Another key issue addressed in the Ryan budget proposal is agriculture spending. He has called for $30 billion in cuts over the next decade. Although he took aim at two programs - direct payments to farmers and the federal crop insurance program - he would leave the final decision on what to cut to the House Agriculture Committee, which will soon begin drafting the next farm bill.

Crawford, a member of that committee, said he would workto maintain direct payments.
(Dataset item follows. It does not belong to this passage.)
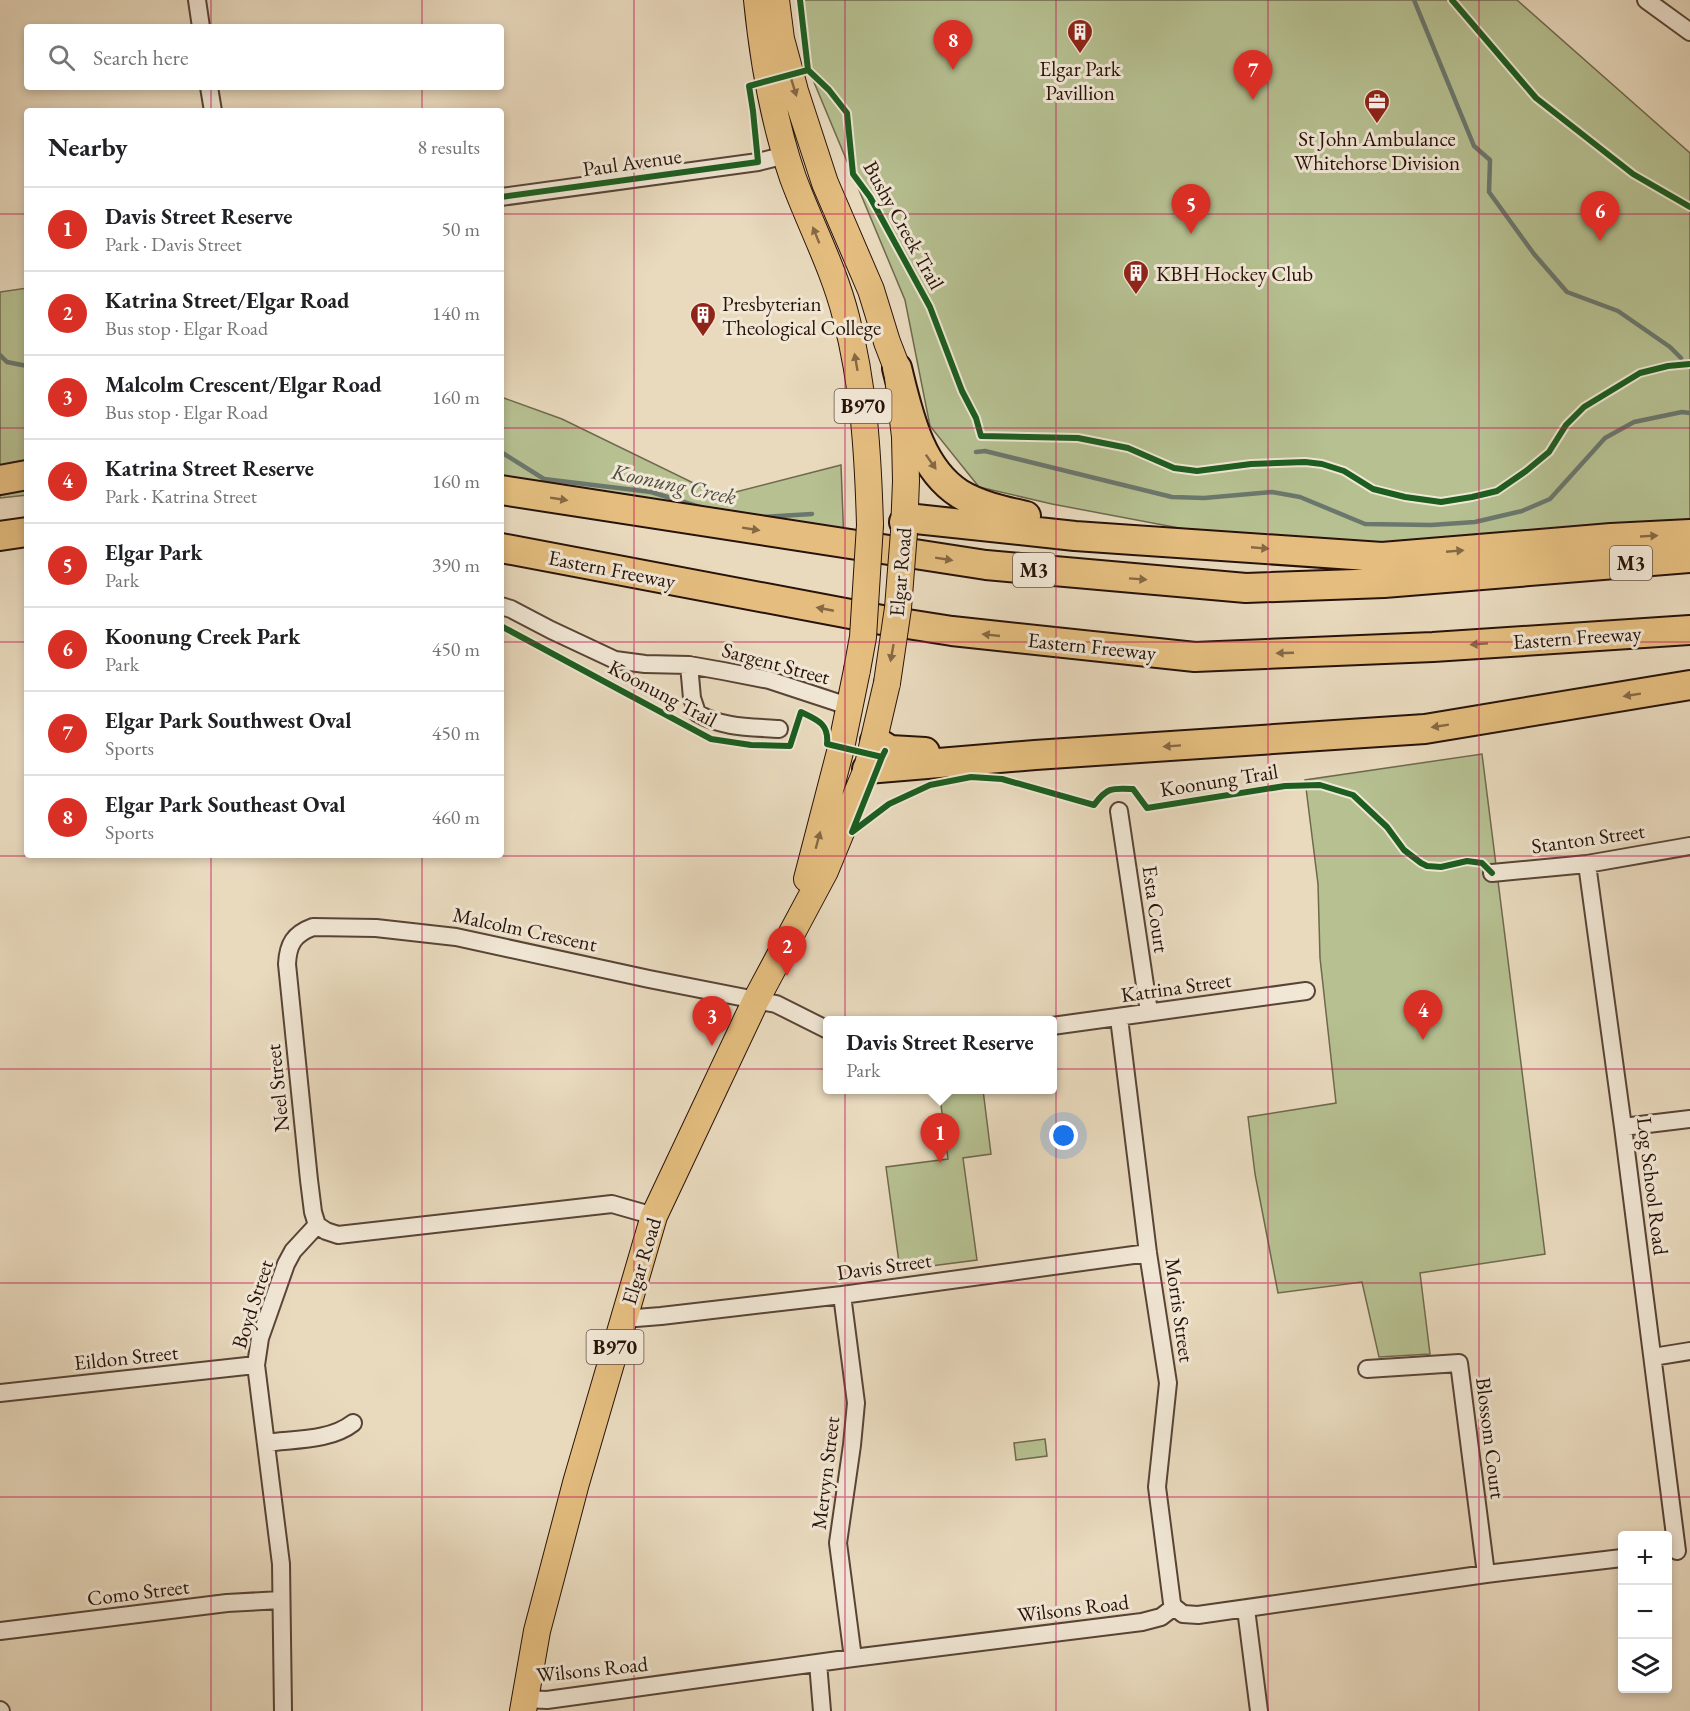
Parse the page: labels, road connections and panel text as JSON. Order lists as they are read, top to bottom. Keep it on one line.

It’s an issue farmers have been anticipating, so they’ve been visiting his office “in great numbers” this year.

Because the decisions will be made by the Agriculture Committee, Crawford said, “there’s a very good chance we can preserve the direct payment if we find other places in other parts of the farm bill to implement those cuts.”

Arkansas ranks eighth in terms of all federal farm subsidies, receiving $9.6 billion in subsidies from 1995-2009, according to U.S. Agriculture Department statistics compiled by the Environmental Working Group, which advocates for reducing agriculture subsidies.

During that same time, direct farm payments to Arkansas totaled $1.8 billion.

Crawford’s eastern Arkansas district - which includes the largest rice-producing area in the nation - accounted for 63 percent of Arkansas’ total subsidies.

“Farmers understand that everybody has to chin the bar,” he said. “My concern is that we don’t ask farmers to carry more of the load than we ask anybody else. To the extent that this is fair, OK, weunderstand that we have to cut.”

The same principle may apply when it comes to transportation funding.

Decisions on what to spend and what to cut will have to be weighed against “the return on investment that this country needs to seize” when it comes to improving infrastructure, Womack said.

Despite the difficult budgetary decisions that lie ahead, all four Arkansas House members agreed that the priority is reducing the debt.

“We’ve got to keep our eye on the ball here, which is - if we fail to address this national debt, we’ll see job loss and economic problems like we have never seen before,” Griffin said.